There are signs that Italy’s patience with the EU and Germany, in particular, is wearing thin. Matteo Renzi, prime minister, has been openly attacking the policies of the EU on energy, on Russia, on the fiscal deficits, as well as German dominance of the entire apparatus.
It is not the euro crisis alone that has brought Italy to the brink of questioning its position in the eurozone. It is a combination of many crises and is likely to gain more momentum from the Brexit debate.
Europe’s policy of muddling through, of doing the minimum required, and hoping to mop up the rubble later, might even have worked if the refugees had stayed at home. The EU’s mistake was not to have chosen a path that would lead to invariable ruin, but to render itself defenseless against the next unforeseen shock.

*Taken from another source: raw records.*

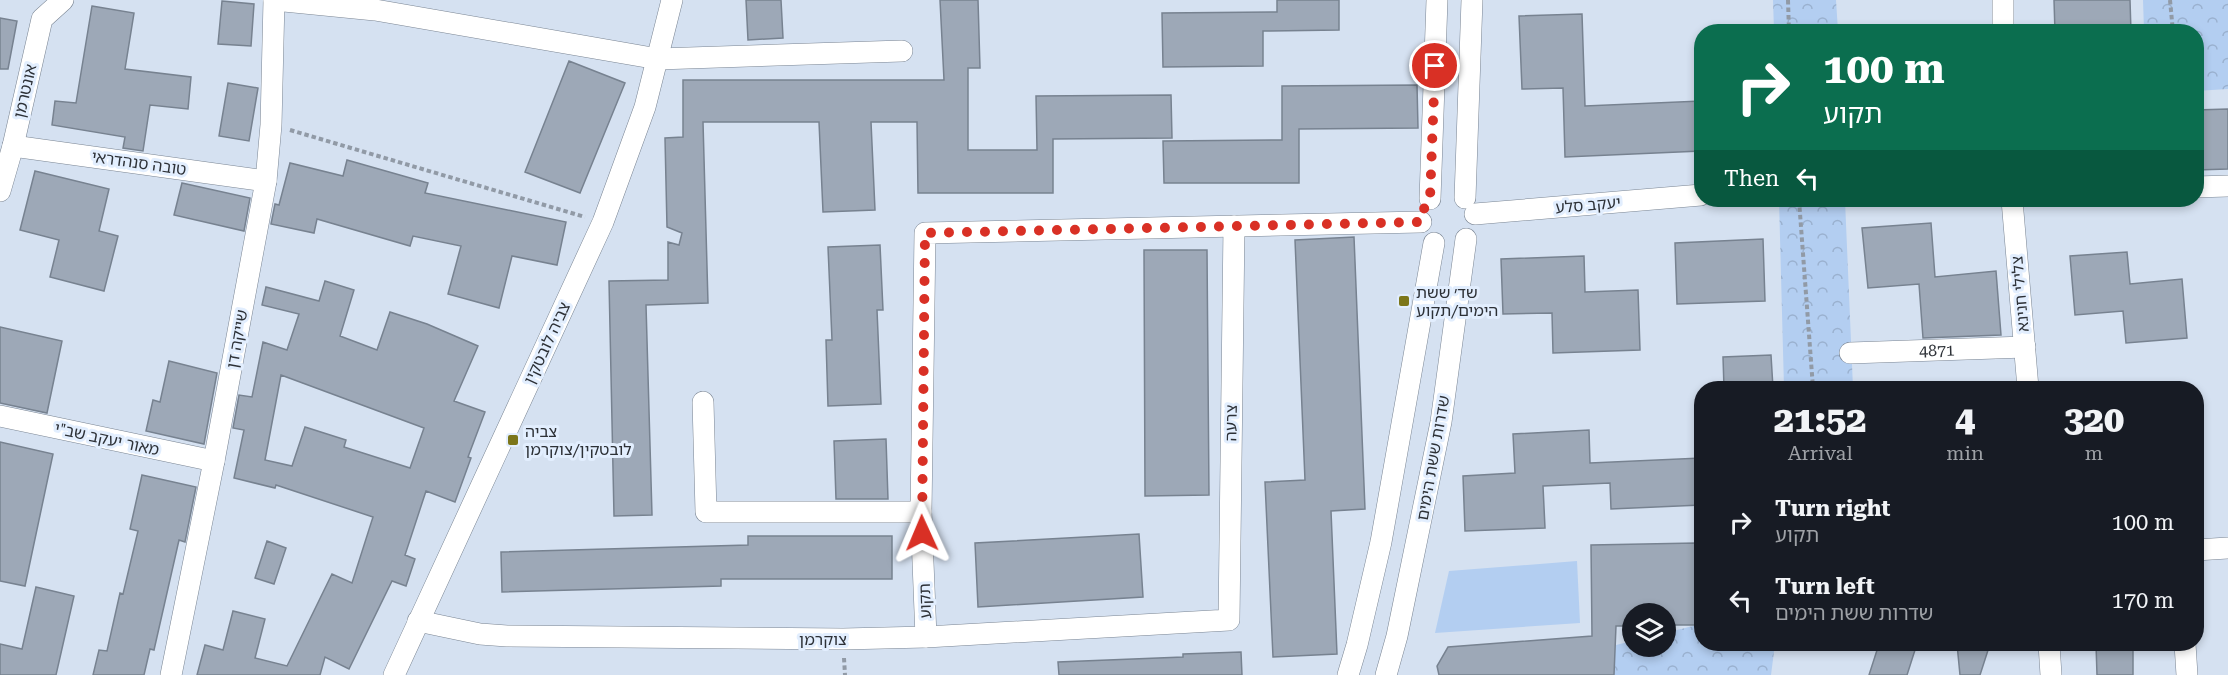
<!DOCTYPE html>
<html lang="en">
<head>
<meta charset="utf-8">
<style>
	:root { --surface:#171b24; --page:#20242c; --text:#f1f3f6; --muted:#9ea1a6 }
	body { margin:0; font-family:"Roboto Serif","Noto Sans Hebrew",serif; background:var(--page); color:var(--text); height:100vh; display:flex; flex-direction:column; font-size:22px; white-space:nowrap }
	* { box-sizing:border-box; margin:0 }
	p { font-size:20px; color:var(--muted) }
	.icon { flex:none; width:33px; height:33px; fill:none; stroke:currentColor; stroke-width:2; stroke-linecap:round; stroke-linejoin:round }
	.map { position:relative; flex:1; overflow:hidden }
	.side { position:absolute; left:1694px; top:381px; width:510px; height:270px; display:flex; flex-direction:column; background:var(--surface); border-radius:24px; box-shadow:0 3px 9px #0003 }
	.side>* { flex:none }
	.top-card { position:absolute; left:1694px; top:24px; width:510px; height:183px; border-radius:24px; box-shadow:0 3px 9px #0003; background:#0b6e4f; color:#fff; overflow:hidden }
	.fabs { position:absolute; left:1622px; top:603px; display:grid; gap:12px }
	.fabs a { display:grid; place-items:center; width:54px; height:54px; border-radius:50%; background:var(--surface); box-shadow:0 3px 9px #0003; font-size:30px }
	.pin { position:absolute; display:grid; place-items:center; width:51px; height:51px; color:#fff; margin:-26px; border:3px solid #fff; border-radius:50%; box-shadow:0 2px 6px #0007 }
	.me { position:absolute; width:66px; margin:-33px; rotate:359deg; stroke-linejoin:round; filter:drop-shadow(0 0 4px #0008) }
	.turn { display:flex; align-items:center; gap:21px; height:126px; padding:0 30px; font-size:27px }
	.turn .icon { width:78px; height:78px; stroke-width:2.5 }
	.turn b { display:block; font-size:42px; line-height:51px }
	.then { display:flex; align-items:center; height:57px; padding:0 30px; background:#0003; gap:12px; font-size:22px }
	.eta { display:flex; justify-content:space-evenly; align-items:center; height:102px; text-align:center }
	.eta b { font-size:36px; font-weight:800; line-height:42px }
	ul { padding:0; list-style:none }
	li { display:flex; align-items:center; gap:18px; height:78px; padding:0 30px }
	li div { flex:1 }
	li b { display:block; font-size:22px }
	li em { font-style:normal }
	.map>svg:first-child { display:block }
	.park { fill:url(#park-crowns) }
	.pitch { fill:#b3cef1 }
	.building { fill:#9da8b7; stroke:#778290; stroke-width:1.5; fill-rule:evenodd }
	.lines { fill:none; stroke-linecap:round; stroke-linejoin:round }
	.minor-casing { stroke:#7a8593; stroke-width:22 }
	.path { stroke:#919aa6; stroke-width:4; stroke-dasharray:4.5 3; stroke-linecap:butt }
	.minor { stroke:#fff; stroke-width:21 }
	.route { stroke:#d93025; stroke-width:10; stroke-dasharray:0 18 }
	.poi-dot { fill:#7c761a; stroke:#e2eefe; stroke-width:2 }
	.labels { text-anchor:middle; dominant-baseline:central; stroke-width:6; stroke-linejoin:round; paint-order:stroke }
	.street-label { font-size:16px; fill:#2d3137; stroke:#e2eefe }
	.poi-label { font-size:16px; fill:#2d3137; stroke:#e2eefe; text-anchor:start }
</style>
</head>
<body>
<div class="map">
<svg width="2228" height="675" viewBox="0 0 2228 675">
	<defs>
		<pattern id="park-crowns" width="20" height="18" patternUnits="userSpaceOnUse" patternTransform="scale(1.5)"><rect width="20" height="18" fill="#b3cef1"/><path d="M2 6a3 3 0 1 1 6 0M12 15a3 3 0 1 1 6 0" fill="none" stroke="#9ab1cf"/></pattern>
	</defs>
	<rect width="100%" height="100%" fill="#d5e1f1"/>
	<path class="park" d="M1773 0H1836L1838 31H1774Z
		M2143 0H2228V89L2196 91V32L2144 31Z
		M1779 200H1845L1853 388H1784Z
		M1701 609V644H1775L1771 675H1609L1616 645 1632 641V646H1665V633L1697 625Z"/>
	<path class="pitch" d="M1577 561 1580 623 1435 633 1449 571Z"/>
	<path class="building" d="M746 0H781L783 38 748 40Z
		M940 0H978L980 68H968V150H1037L1036 96 1171 95 1172 138 1053 139V193H918L917 122H871L875 210 823 212 819 122H703L708 303 646 305 652 515 614 516 609 281 668 280V242L679 245 682 233 667 227 665 138 683 137V80H944Z
		M1277 0H1339V30L1263 31V66L1163 67 1162 13 1277 12Z
		M2054 0H2130L2131 32H2055Z
		M222 1 254 4 251 46 218 44Z
		M92 6 134 13 125 69 191 77 188 109 150 105 143 151 123 148 125 137 52 125 55 101 76 103Z
		M1582 14 1585 106 1701 101V151L1565 157 1563 88 1522 89 1519 16Z
		M0 18 17 21 8 69H0Z
		M569 61 625 83 580 193 525 172Z
		M228 83 258 88 249 141 219 136Z
		M1417 85 1418 128 1299 129V183H1164L1163 141 1282 140V86Z
		M2228 109V169L2196 170V110Z
		M347 160 428 183 425 193 566 222 557 265 512 256 499 308 448 294 461 246 413 236 410 246 317 219 314 233 271 224 275 204 279 205 290 163 343 176Z
		M35 171 109 189 99 231 118 236 104 291 50 277 59 240 20 230Z
		M182 183 250 198 244 231 174 215Z
		M1931 223 1935 277 1996 271 2001 335 1923 338 1919 284 1868 288 1862 228Z
		M1354 237 1365 509 1331 511 1337 654 1273 657 1265 482 1305 480 1295 240Z
		M1763 239 1765 301 1677 304 1675 243Z
		M880 245 883 310H877L881 404 828 406 826 340H832L828 247Z
		M1144 250H1207L1209 495 1145 496Z
		M2127 252 2130 284 2182 279 2187 338 2126 343 2123 311 2075 315 2070 256Z
		M1584 256 1585 292 1638 290 1640 350 1553 353 1552 313 1503 314 1501 259Z
		M325 281 354 290 340 336 377 350 390 312 427 324 478 346 454 401 485 412 468 457 471 458 455 502 426 491 405 555 415 559 406 586 392 581 349 669 325 657 320 675H197L205 645 223 650 233 611 265 619 255 658 287 666 332 574 352 583 373 517 276 485 275 488 234 478 244 430 233 428 239 395 252 397 263 342 287 350 299 314 262 305 266 287 319 301ZM281 375 424 428 410 468 344 447 346 440 305 427 292 466 265 460Z
		M0 327 62 341 47 413 0 403Z
		M1771 355 1773 388H1724L1723 357Z
		M169 361 217 373 204 444 146 431 153 400 160 402Z
		M1589 430 1590 463 1701 458V505L1611 509 1610 483 1543 486 1545 528 1465 531 1463 476 1515 473 1513 434Z
		M886 439 888 499H836L834 441Z
		M0 442 53 454 25 586 0 581Z
		M142 475 196 487 185 542 179 540 154 650 150 649 144 675H93L99 650 107 651 120 593 123 594 138 531 130 529Z
		M1139 534 1143 597 978 607 975 543Z
		M748 536H892V579H721V586L502 592 501 552 748 545Z
		M267 541 286 548 274 584 255 578Z
		M1696 543 1697 625H1665V614H1632V626H1616L1614 675H1439L1437 666 1448 647 1592 636 1591 545Z
		M36 587 74 596 56 675H0V644L22 649Z
		M1879 644H1896L1915 650 1907 675H1869Z
		M1957 644H1990L1980 675H1960Z
		M2096 644H2133V675H2097Z
		M1241 652 1242 675H1059L1058 662 1183 657V654Z"/>
	<g class="lines">
		<g class="minor-casing">
			<g id="minor">
				<path d="M274 0 375 10 658 59 902 51"/>
				<path d="M2003 32V0"/>
				<path d="M13 146 266 181"/>
				<path d="M2196 187 2228 186"/>
				<path d="M0 191 13 146 42 19 63 0"/>
				<path d="M1465 198 1472 0"/>
				<path d="M1430 199 1437 0"/>
				<path d="M2012 200 2028 388"/>
				<path d="M1475 214 1701 195"/>
				<path id="s1" d="M1850 353 2025 347"/>
				<path d="M703 402 706 512H921"/>
				<path d="M0 416 214 461"/>
				<path d="M2196 550 2228 548"/>
				<path d="M418 621 480 634 507 636 843 639 926 637 1229 620 1234 226"/>
				<path d="M926 637 921 512 925 233 1421 222"/>
				<path d="M2049 644 2051 675"/>
				<path d="M2185 644 2187 675"/>
				<path d="M171 675 214 461 266 181 271 125 274 0"/>
				<path d="M394 675 603 222 645 107 672 0"/>
				<path d="M1348 675 1357 645 1381 542 1434 243"/>
				<path d="M1386 675 1397 636 1441 422 1466 239"/>
			</g>
		</g>
		<path class="path" d="M1788 0 1789 32
			M2170 0 2173 32
			M290 130 585 217
			M1799 200 1813 388
			M844 658 845 675"/>
		<use href="#minor" class="minor"/>
	</g>
	<g class="lines">
		<path class="route" d="M922 533 925 233 1421 222 1425 205 1430 199 1435 66"/>
	</g>
	<g class="poi-dot">
		<rect x="1398" y="295" width="12" height="12" rx="3"/>
		<rect x="507" y="434" width="12" height="12" rx="3"/>
	</g>
	<g class="labels">
		<g class="street-label">
			<text transform="translate(25 91) rotate(-77)">אונטרמן</text>
			<text transform="translate(139 163) rotate(8)">טובה סנהדראי</text>
			<text transform="translate(1588 205) rotate(-5)">יעקב סלע</text>
			<text transform="translate(2020 294) rotate(-95)">צלילי חנינא</text>
			<text transform="translate(237 339) rotate(-80)">שייקה דן</text>
			<text transform="translate(547 343) rotate(-65)">צביה לובטקין</text>
			<text stroke="none"><textPath href="#s1" startOffset="87">4871</textPath></text>
			<text transform="translate(1231 423) rotate(-89)">צרעה</text>
			<text transform="translate(107 439) rotate(12)">מאור יעקב שב"י</text>
			<text transform="translate(1433 458) rotate(-80)">שדרות ששת הימים</text>
			<text transform="translate(925 601) rotate(-92)">תקוע</text>
			<text x="823" y="639">צוקרמן</text>
		</g>
		<g class="poi-label">
			<text x="1416" y="292">שד׳ ששת<tspan x="1416" dy="18">הימים/תקוע</tspan></text>
			<text x="525" y="431">צביה<tspan x="525" dy="18">לובטקין/צוקרמן</tspan></text>
		</g>
	</g>
</svg>
<div class="fabs">
<a><svg class="icon" aria-label="layers" viewBox="0 0 24 24"><path d="M12 4l9 5-9 5-9-5zM3 14l9 5 9-5"/></svg></a>
</div>
<div class="pin" style="left:1435px;top:66px;background:#d93025"><svg class="icon" aria-label="arrive" viewBox="0 0 24 24"><path d="M6 21V4h12l-3 4 3 4H6"/></svg></div>
<svg class="me" style="left:922px;top:533px" viewBox="-20 -20 40 40"><path d="M0-17L14 15 0 8-14 15z" fill="#d93025" stroke="#fff" stroke-width="4"/></svg>
<div class="top-card">
<div class="turn"><svg class="icon" aria-label="right" viewBox="0 0 24 24"><path d="M7 20v-9h11M14 6l5 5-5 5"/></svg><div><b>100 m</b>תקוע</div></div>
<div class="then">Then<svg class="icon" aria-label="left" viewBox="0 0 24 24"><path d="M17 20v-9H6M10 6l-5 5 5 5"/></svg></div>
</div>
<section class="side">
<div class="eta">
<div><b>21:52</b><p>Arrival</p></div>
<div><b>4</b><p>min</p></div>
<div><b>320</b><p>m</p></div>
</div>
<ul>
<li><svg class="icon" aria-label="right" viewBox="0 0 24 24"><path d="M7 20v-9h11M14 6l5 5-5 5"/></svg><div><b>Turn right</b><p>תקוע</p></div><em>100 m</em></li>
<li><svg class="icon" aria-label="left" viewBox="0 0 24 24"><path d="M17 20v-9H6M10 6l-5 5 5 5"/></svg><div><b>Turn left</b><p>שדרות ששת הימים</p></div><em>170 m</em></li>
</ul>
</section>
</div>
</body>
</html>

That’s an excellent synopsis, with a questionable conclusion. Italy has done virtually nothing to fix its productivity problems, its massive public bureaucracy, or its banking woes.
On the latter point, Italy cannot fix its banking problems because of EU rules. But if it could fix via the bad bank mechanism it wanted, it would have been at taxpayer bail-in expense.
Italian and German Taxpayers Will Foot the Cleanup Bill
One way or another, taxpayers will pay. When Italy has finally had enough with the Eurozone and returns to the Lira, Italian taxpayers will pay via inflation.
It won’t just be Italian taxpayers on the hook. German taxpayers (remaining Eurozone taxpayers in general), will get repaid in Lira for debts owed in Euros. Target2 imbalances ensure that result.
The final result will be a very destructive breakup of the eurozone. The only possible way to avoid that dire result would be for Germany to leave the Eurozone first.